Court Opinion

ID: 6860584
Source: CourtListenerOpinion
Date Created: 2022-07-23 20:48:06.660958+00
Date Added: 2024-06-11T16:05:14.274099
License: Public Domain

L. HAND, Circuit Judge
(dissenting).
I doubt whether in these eases it will ever make any practical difference to submit to the departmental surgeons the affidavit of a foreign physician that he examined the alien on embarkation and found him whole. But I really cannot find any distinction between this case and Fusco’s Case (Lloyd Sabaudo Societa v. Elting) 287 U. S. 329, 338, 53 S. Ct. 167, 77 L. Ed. 341. The affidavit there did not particularize the examination any more than it did here; indeed, it would bo rather a suspicious circumstance if the foreign physician had especially directed his attention to just that part of the alien’s body where the defect later developed.
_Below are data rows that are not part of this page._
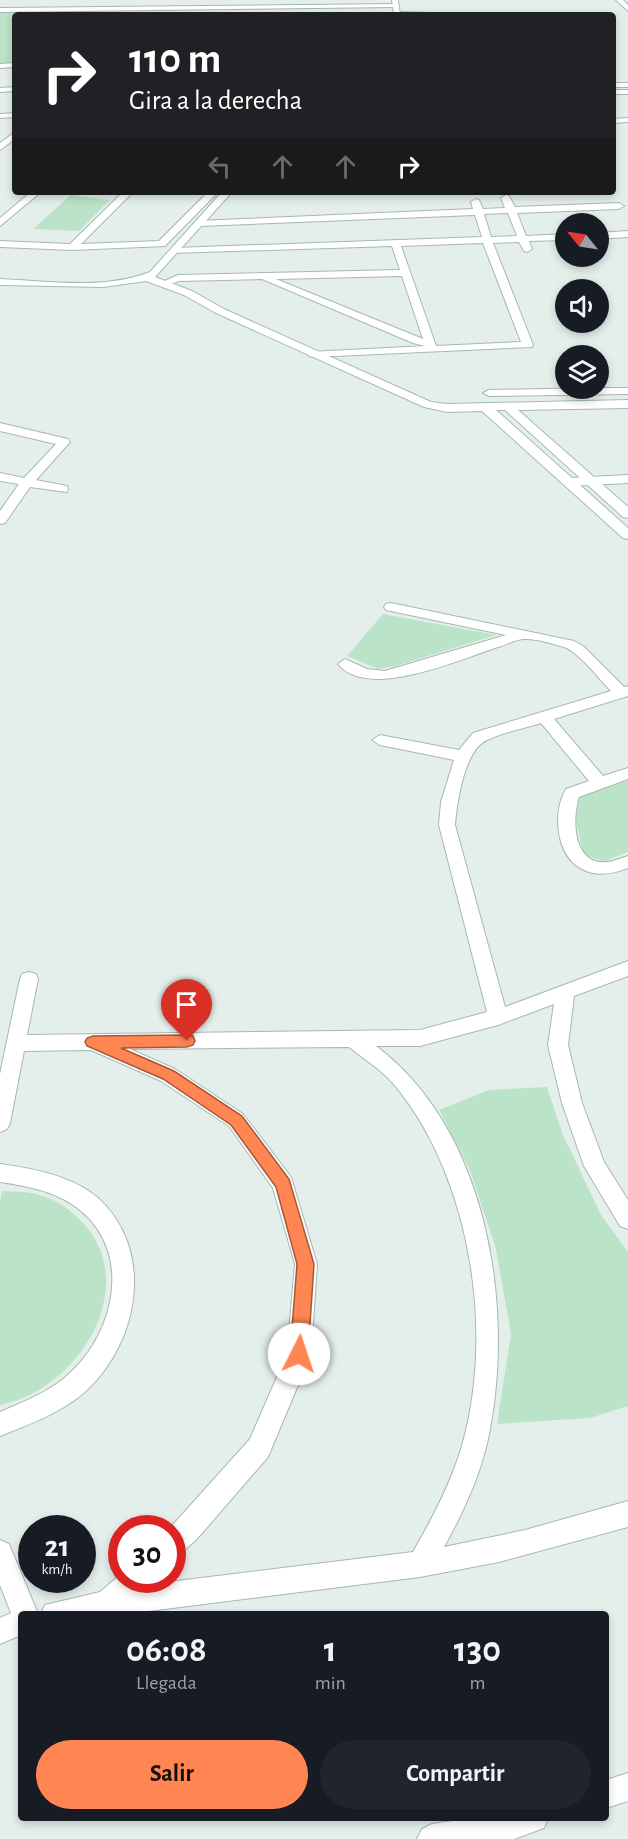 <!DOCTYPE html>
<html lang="es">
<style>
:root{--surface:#171b24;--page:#20242c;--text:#f1f3f6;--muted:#9ea1a6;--accent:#ff8653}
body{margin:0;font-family:"Alegreya Sans",sans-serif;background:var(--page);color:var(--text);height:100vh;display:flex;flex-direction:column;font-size:22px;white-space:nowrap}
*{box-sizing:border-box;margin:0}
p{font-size:20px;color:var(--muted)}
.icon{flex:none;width:33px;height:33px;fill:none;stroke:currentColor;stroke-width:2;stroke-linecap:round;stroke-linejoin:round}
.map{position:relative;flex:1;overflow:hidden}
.details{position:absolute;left:18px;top:1611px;width:591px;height:210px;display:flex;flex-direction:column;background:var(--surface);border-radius:6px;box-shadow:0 3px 9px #0003}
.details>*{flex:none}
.guide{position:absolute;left:12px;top:12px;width:604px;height:183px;border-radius:6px;box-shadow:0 3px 9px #0003;background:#202124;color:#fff;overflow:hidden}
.needle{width:39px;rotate:300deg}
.fabs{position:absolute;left:555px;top:213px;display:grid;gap:12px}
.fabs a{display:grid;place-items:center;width:54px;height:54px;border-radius:50%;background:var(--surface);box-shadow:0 3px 9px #0003;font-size:30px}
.speed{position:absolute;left:18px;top:1515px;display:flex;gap:12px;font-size:30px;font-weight:700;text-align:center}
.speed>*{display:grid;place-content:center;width:78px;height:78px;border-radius:50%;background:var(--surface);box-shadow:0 3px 9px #0003;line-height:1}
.speed small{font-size:15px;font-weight:400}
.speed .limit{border:9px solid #d22;background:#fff;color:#111}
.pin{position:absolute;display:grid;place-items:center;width:51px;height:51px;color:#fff;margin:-62px -26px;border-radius:50% 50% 50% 0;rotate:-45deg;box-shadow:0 0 6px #0007}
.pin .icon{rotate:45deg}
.me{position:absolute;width:66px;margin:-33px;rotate:4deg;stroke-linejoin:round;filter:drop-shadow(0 0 4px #0008)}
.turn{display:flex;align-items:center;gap:21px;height:126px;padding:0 18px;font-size:27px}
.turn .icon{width:78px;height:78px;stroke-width:2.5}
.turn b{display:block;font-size:42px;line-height:51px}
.lanes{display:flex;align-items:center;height:57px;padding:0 18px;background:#0003;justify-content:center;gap:30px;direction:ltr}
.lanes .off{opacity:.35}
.eta{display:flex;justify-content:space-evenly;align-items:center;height:102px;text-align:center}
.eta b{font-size:36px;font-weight:700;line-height:42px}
.primary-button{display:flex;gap:12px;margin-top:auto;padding:12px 18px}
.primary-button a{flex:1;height:69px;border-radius:36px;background:var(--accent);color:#111;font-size:24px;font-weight:700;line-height:69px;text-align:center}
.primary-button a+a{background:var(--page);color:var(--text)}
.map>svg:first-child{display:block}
.green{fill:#bbe3c8}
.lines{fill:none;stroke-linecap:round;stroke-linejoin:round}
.street-casing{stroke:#a6b8b3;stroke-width:2}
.secondary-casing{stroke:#a1bcb4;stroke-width:2}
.street{fill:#fff;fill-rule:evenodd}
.secondary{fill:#fff;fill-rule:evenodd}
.route{fill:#ff8653;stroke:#a65736;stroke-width:1.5}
</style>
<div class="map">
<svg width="628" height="1839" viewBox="0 0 628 1839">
<rect width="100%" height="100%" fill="#e4efeb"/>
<path class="green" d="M44 11 43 15H15V64H0V12Z
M71 195 110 200 79 231 33 229Z
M383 614 496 635 396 666 378 669 347 656Z
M628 780V852L602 862 583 853 575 817 580 797Z
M547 1087 563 1135 601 1215 628 1252V1406L590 1418 497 1424 511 1334 496 1249 470 1170 439 1110 489 1090Z
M2 1191C14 1192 28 1191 39 1195 55 1199 70 1209 81 1221 144 1285 78 1391 0 1405V1202Z"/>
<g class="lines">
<defs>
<path id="street" d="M616 0H623L628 5V11Z
M397 4 395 7 0 12V8Z
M397 12 430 13 433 15H394Z
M15 63V67L0 68V64Z
M614 90H628V94H614Z
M15 113V117L0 118V114Z
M628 118V122L614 123V119Z
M15 132V139L0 150V143Z
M31 192H41L0 226V218Z
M123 192H133L81 244 159 241 208 192H218L165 246 72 250 0 247V241L70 244Z
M506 195 509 196 515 207 619 203 624 206 619 209 517 213 526 236 566 234V240L529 241 532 249 527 252 524 251 519 242 493 243 533 345 532 347 313 357 309 356V352L425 346 413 343 262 279 179 281 163 287 158 284 178 275 400 270 392 246 172 253V249L175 248 482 237 475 215 199 226 194 223 196 221 473 209 471 202 476 199 479 200 483 209 505 208 501 198ZM508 213 517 236 491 237 484 214ZM483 243 521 342 436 346 401 246ZM402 276 423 339 276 279Z
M628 231V237L598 239V233Z
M598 388H628V394L489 396 483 393 489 390Z
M0 423 68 439 70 442 36 480 67 486 68 489 67 492 30 487 5 523 0 524V511L19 484 0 481V473L24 478 56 444 0 431Z
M628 475V483L570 486 564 482 570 478Z
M391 603 574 641 583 646 624 687 628 686V696L554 719 603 776 628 768V779L579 797C573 815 572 853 595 861 606 865 618 859 628 856V868C613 874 597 877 582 869 556 856 552 812 566 789L589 781 541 723C523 729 503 732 487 740 464 750 457 803 455 825L505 1007 628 961V976L574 996 568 1045 582 1103 604 1162 628 1200V1229L620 1226 584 1166 562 1103 548 1045 554 1004 498 1025 420 1046H376C486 1128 514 1302 490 1429 483 1470 464 1511 444 1547L525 1530 628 1501V1527L499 1562 420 1577 125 1614H41L45 1605 100 1592 122 1573V1580H146L144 1585 413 1552C432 1519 450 1485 461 1449 495 1336 472 1181 397 1088 384 1071 365 1060 349 1047L130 1049 175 1069 243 1114 291 1177 317 1264 311 1354 268 1457 196 1540 181 1553 172 1557V1528H170L250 1439 287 1354 295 1264 273 1188 229 1126 161 1081 91 1050 24 1051 10 1123 7 1129 0 1132V1074L20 979 22 974 29 972 36 974 38 979 27 1035 420 1030 487 1012 439 825 441 802 454 760 380 745 372 740 380 735 459 750 473 733 611 691C599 679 580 653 564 647 554 644 535 638 524 639 516 639 506 645 498 647 461 659 367 701 338 664L345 659 367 669 385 671 506 635 386 610 384 607 386 604Z
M0 1164C32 1168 73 1176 98 1198 155 1250 139 1340 88 1389 64 1412 30 1424 0 1436V1412C25 1401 52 1391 71 1372 115 1331 132 1253 81 1211 59 1192 28 1186 0 1182Z
M0 1540 9 1544 38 1614H21V1635L0 1644V1618L11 1613 0 1585Z
M628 1773V1801L606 1808V1780Z
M473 1818H548L544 1828 514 1839H417L422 1829 432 1824Z"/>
<path id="secondary" d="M392 0H398L400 15H394Z
M614 83H628V87H614Z
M15 87V91L0 92V88Z
M222 192H232L155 277 192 291 224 309 431 402 447 404 628 400V408L518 410 628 507V518L623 517 505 410H496L628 528V539L623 538 482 411 447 412 424 407 216 313 184 295 146 281 103 287 0 285V279C48 281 105 290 150 272Z"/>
</defs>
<use href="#street" class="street-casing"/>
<use href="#secondary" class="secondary-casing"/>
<use href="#street" class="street"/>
<use href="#secondary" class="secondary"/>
</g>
<path class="route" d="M187 1035 193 1036 195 1041 193 1045 187 1047 121 1048 174 1071 242 1116 289 1179 314 1264 308 1354 305 1361 299 1363 293 1361 290 1354 297 1264 276 1187 231 1125 163 1079 87 1046 85 1042 87 1038 93 1036Z"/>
</svg>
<div class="fabs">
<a><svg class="needle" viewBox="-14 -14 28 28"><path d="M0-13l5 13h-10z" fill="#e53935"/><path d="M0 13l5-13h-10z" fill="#9ea1a6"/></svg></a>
<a><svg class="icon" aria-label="sound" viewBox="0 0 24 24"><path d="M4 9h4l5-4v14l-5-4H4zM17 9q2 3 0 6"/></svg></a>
<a><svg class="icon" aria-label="layers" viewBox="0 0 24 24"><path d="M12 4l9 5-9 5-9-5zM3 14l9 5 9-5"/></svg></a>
</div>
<div class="speed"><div>21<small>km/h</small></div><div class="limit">30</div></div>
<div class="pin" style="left:187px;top:1041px;background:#d93025"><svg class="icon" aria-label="arrive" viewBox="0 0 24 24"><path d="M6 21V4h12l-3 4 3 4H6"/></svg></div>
<svg class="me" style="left:299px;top:1354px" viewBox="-20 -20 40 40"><circle r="19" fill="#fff"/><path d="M0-13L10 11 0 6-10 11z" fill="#ff8653"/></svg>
<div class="guide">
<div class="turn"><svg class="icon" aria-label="right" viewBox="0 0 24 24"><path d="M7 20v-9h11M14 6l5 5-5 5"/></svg><div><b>110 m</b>Gira a la derecha</div></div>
<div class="lanes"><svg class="icon off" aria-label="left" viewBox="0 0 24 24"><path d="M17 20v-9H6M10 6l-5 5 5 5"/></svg><svg class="icon off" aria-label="ahead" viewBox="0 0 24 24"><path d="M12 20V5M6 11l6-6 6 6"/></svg><svg class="icon off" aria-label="ahead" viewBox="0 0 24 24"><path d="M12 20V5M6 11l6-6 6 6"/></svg><svg class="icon" aria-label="right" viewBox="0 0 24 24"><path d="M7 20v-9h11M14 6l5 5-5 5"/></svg></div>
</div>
<section class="details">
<div class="eta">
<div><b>06:08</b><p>Llegada</p></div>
<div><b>1</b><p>min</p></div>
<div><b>130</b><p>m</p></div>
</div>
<div class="primary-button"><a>Salir</a><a>Compartir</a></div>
</section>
</div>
Nor do I see that the greater particularity of the local surgeon’s certificate in the case at bar should count. The Secretary’s ruling in Fusco’s Case (Lloyd Sabaudo Societa v. Elting), as I understand it, would not have stood any better if the surgeons had specified in detail why they thought the defect could have been found out at embarkation; the trouble was that the Secretary had withheld the opinion of the foreign physicians. When we consider that the Supreme Court based its ruling precisely upon the existence of such an affidavit, and rejected equivalent assertions in the carrier’s protest, it does seem to me that we must understand them to have thought the difference critical, and that we ought to make it such, until we are otherwise advised, whatever might be our independent judgment.